FERC Thursday granted Mississippi Hub LLC a certificate to build a 17.34 Bcf salt dome natural gas storage facility and an associated pipeline in South-Central Mississippi. The agency also approved the company’s request to charge market-based rates for storage services.

The proposed storage facility would consist of two 8.67 Bcf caverns, with a combined working gas storage capacity of 12 Bcf. The storage facility would be capable of delivering natural gas at a rate of approximately 1.2 Bcf/d, and would have a maximum injection rate of 600 MMcf/d. The facilities would be built on an 80-acre parcel of land owned by Lafayette, LA-based Mississippi Hub in Simpson and Jefferson Davis counties, MS.

The storage site would be located “at a strategic point between new sources of natural gas supply being developed in Texas and Louisiana and in offshore areas of the Gulf of Mexico and the growing markets in the eastern United States, including the Southeast and Mid-Atlantic regions,” the FERC order said [CP07-4].

The company also plans to build a 11-mile, 36-inch diameter pipeline to deliver gas volumes to and from the proposed storage facility.

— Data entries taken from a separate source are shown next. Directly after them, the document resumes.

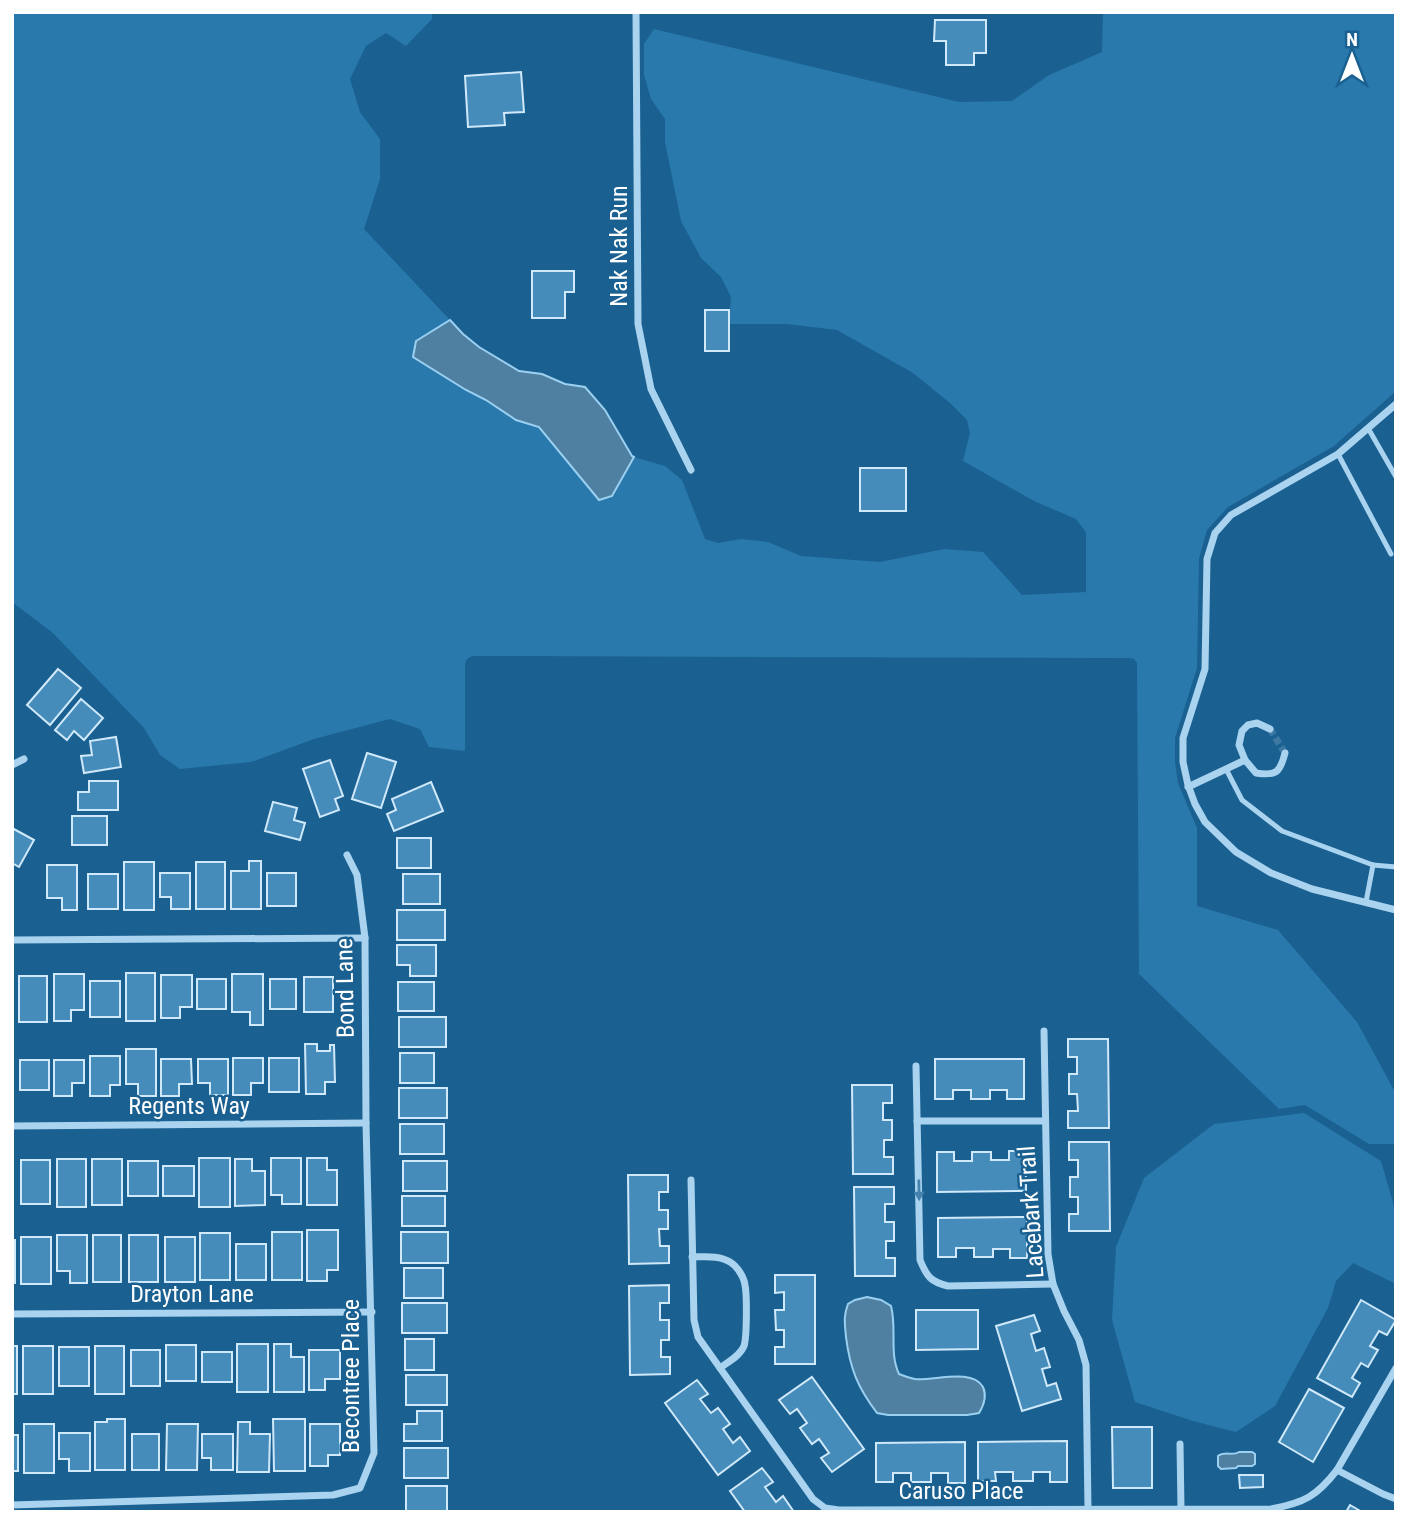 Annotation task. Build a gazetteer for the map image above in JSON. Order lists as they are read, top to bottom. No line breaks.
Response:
{"streets":{"street":["Nak Nak Run","Bond Lane","Regents Way","Lacebark Trail","Drayton Lane","Becontree Place","Caruso Place"]},"crossings":[["Bond Lane","Regents Way"],["Bond Lane","Becontree Place"],["Regents Way","Becontree Place"],["Lacebark Trail","Caruso Place"],["Drayton Lane","Becontree Place"]],"north":"top"} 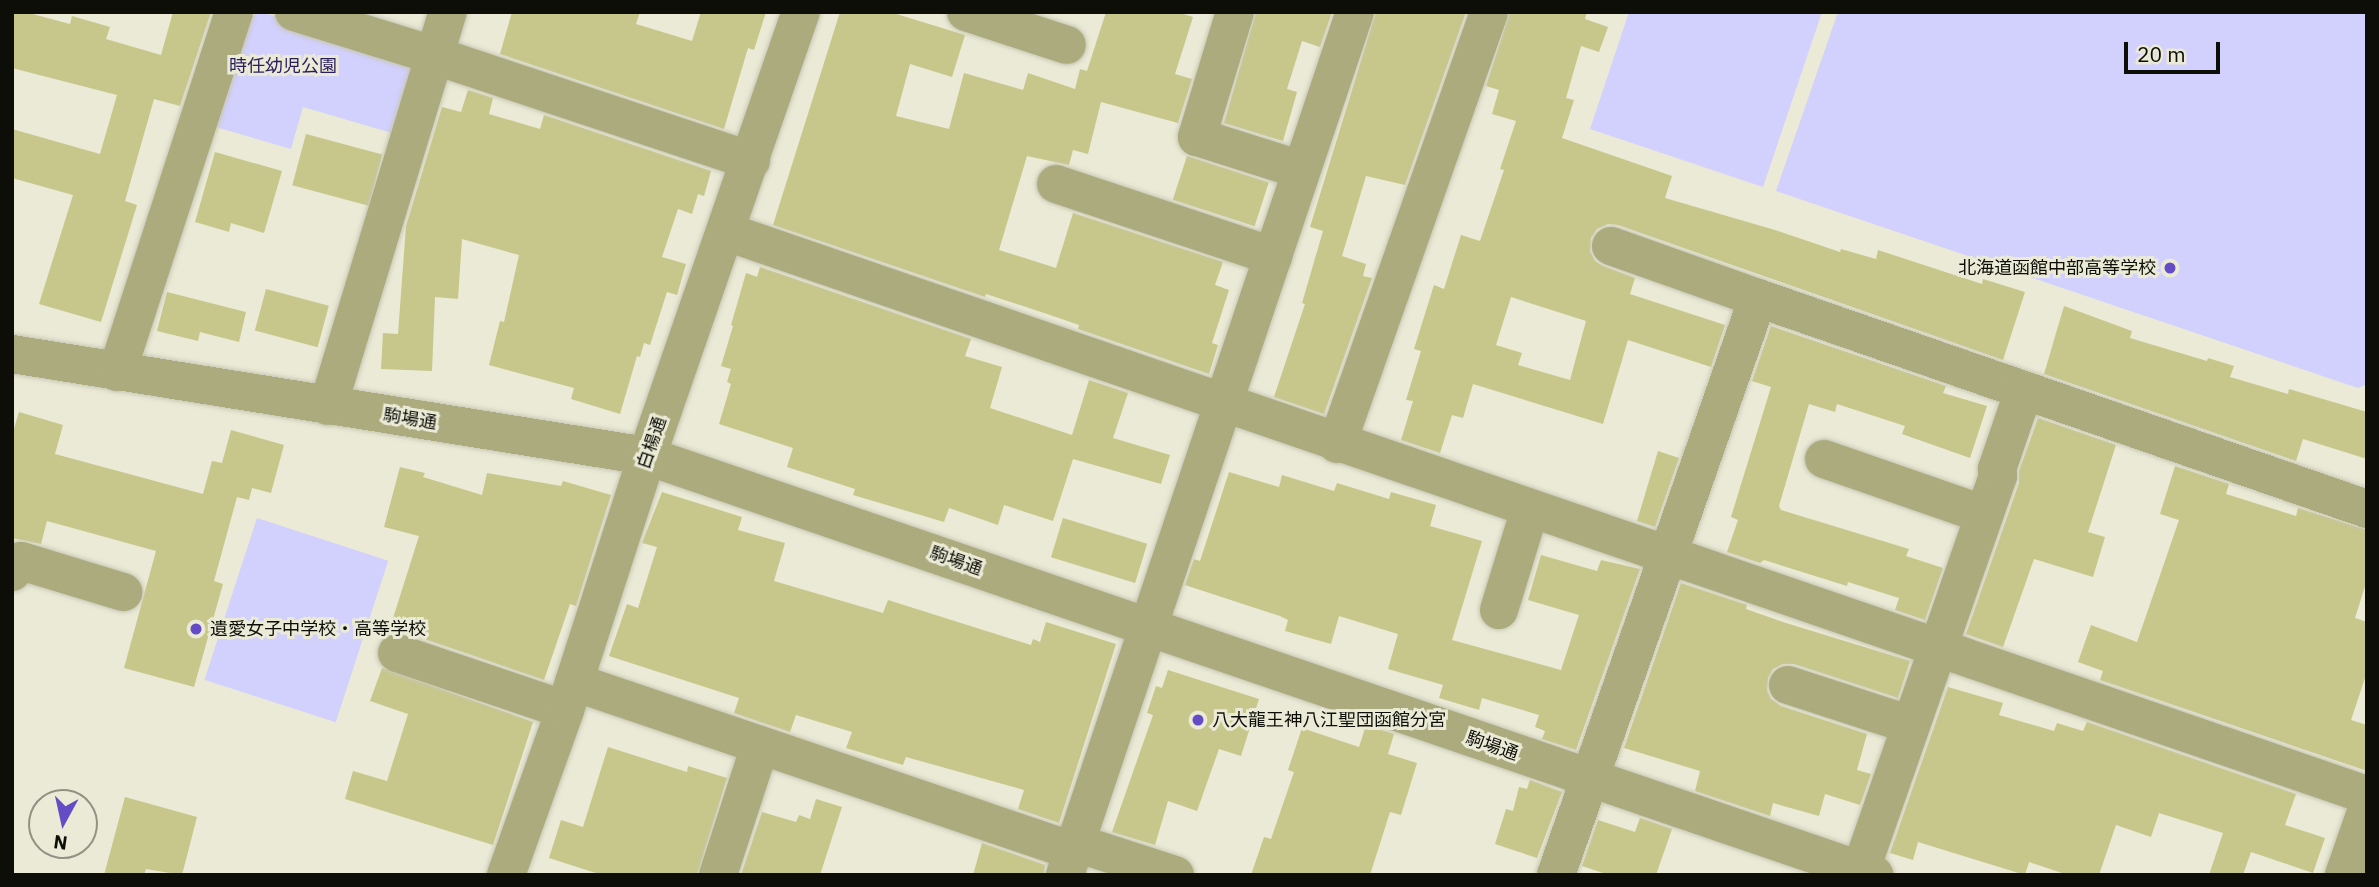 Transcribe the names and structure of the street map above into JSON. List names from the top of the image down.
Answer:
{
  "streets": {
    "street": ["駒場通", "白楊通"]
  },
  "crossings": [
    ["駒場通", "白楊通"]
  ],
  "parks": ["時任幼児公園"],
  "places": ["北海道函館中部高等学校", "遺愛女子中学校・高等学校", "八大龍王神八江聖団函館分宮"],
  "scale_bar": "20 m",
  "north": "bottom"
} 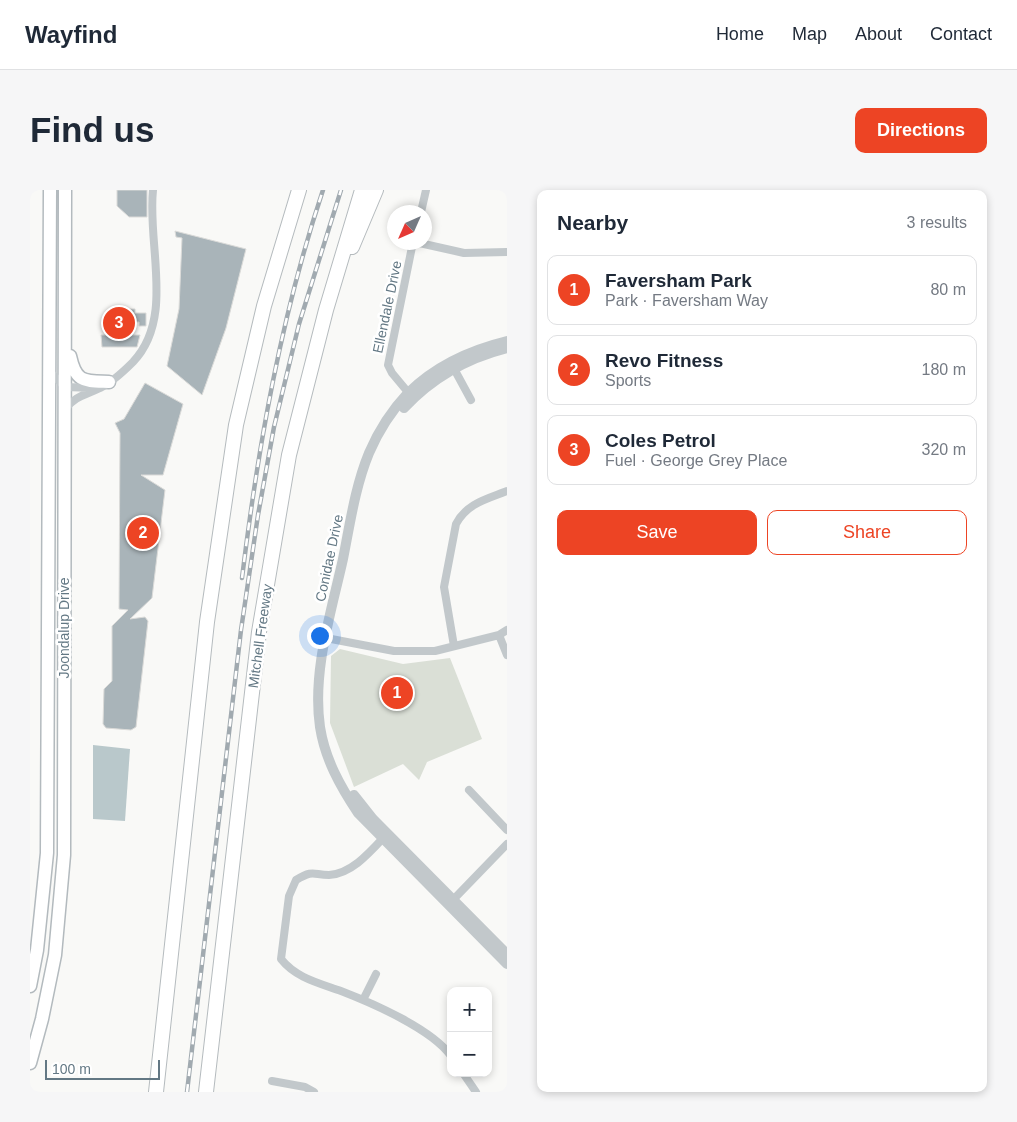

Bidirectional pipelines would connect the storage facility with two interstate pipelines, Southern Natural Gas and Gulf South Pipeline, as well as intrastate pipeline Crosstex Energy.

The start-up of the proposed storage facilities would coincide with the proposed in-services dates of certain Gulf Coast liquefied natural gas import terminals, the company noted.

The project will be constructed in two phases, according to market timing and demand, Mississippi Hub said. An estimated 4 Bcf of storage capacity is expected to be in service by August 2008, but the entire project won’t be done until 2010, a spokesman noted.